Some of the original Connecticut Wide Awakes, wearing their standard black capes and carrying torches

In its April/May issue, Smithsonian magazine features a story about the Wide Awakes, in which the opening line calls this group “the most consequential political organization in American history.” In the article, titled “Taking Up the Torch: The Untold Story of the Youth Movement that Helped Elect Lincoln – and Spurred the Nation to Civil War,” author Jon Grinspan explains how the group originated, developed its unique uniform, inspired thousands of similar clubs to pop up across the nation, and helped elect Abraham Lincoln president. The article is certainly worth a read – and I’ve already ordered the book from which it is adapted: Wide Awake: The Forgotten Force that Elected Lincoln and Spurred the Civil War, published last month.

One place that such a club sprung up was in St. Louis, Missouri – and in my recent book, A State Divided: The Civil War Letters of James Calaway Hale and Benjamin Petree of Andrew County, Missouri, I discuss the key role the Wide Awakes played in helping to keep Missouri in the Union. The Smithsonian article also briefly mentions this Missouri group, acknowledging that “the first real bloodshed [of the Civil War] came from two clashes involving the Wide Awakes. On April 19, 1861, the National Volunteers, a pro-Southern Democratic militia organized in Baltimore and Washington in response to the Wide Awakes, attacked Massachusetts troops marching through Baltimore, killing several. Not long afterward, armed Wide Awakes in St.
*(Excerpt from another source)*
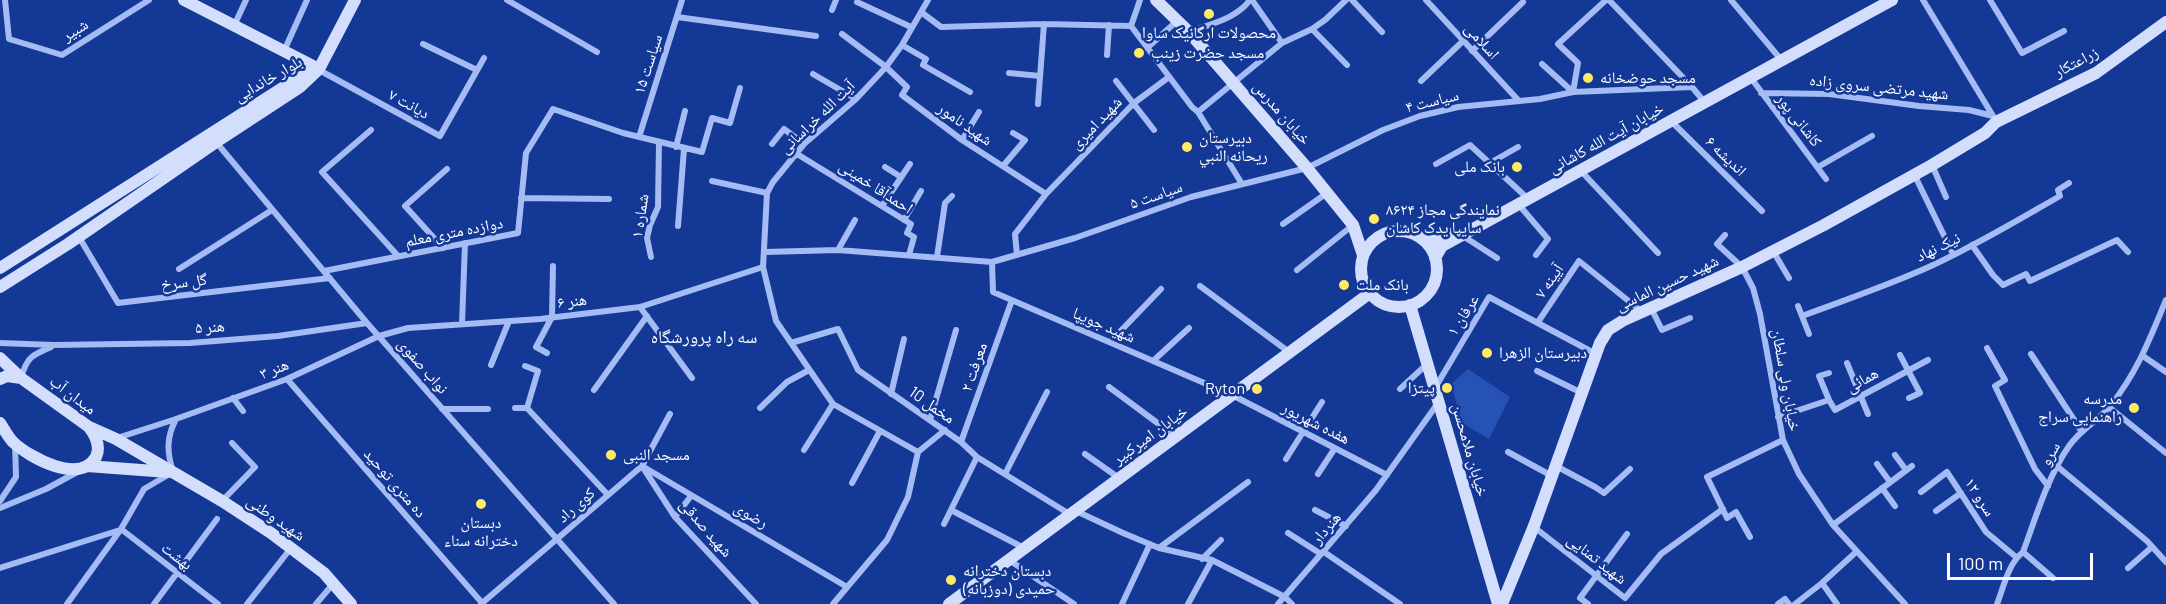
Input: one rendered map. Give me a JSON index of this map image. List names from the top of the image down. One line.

Louis captured all 800 members of a Democratic militia who were accused of Confederate leanings, and fired on the crowd around them, killing 30 people” (1). 

Two earlier ECW posts provide interesting insights and background information on the Wide Awakes: “Marching Societies Transform 1860 Election,” by Leon Reed, and “Being Wide Awake Today is Woke,” by Meg Groeling. I encourage you to check them out. Here, I want to explain more about their role in Missouri, including some new information I dug up after reading the Smithsonian article, as well as to share photos and descriptions of the “Wide Awake” exhibits I saw during a visit in January to the Lincoln Memorial Shrine in Redlands, California.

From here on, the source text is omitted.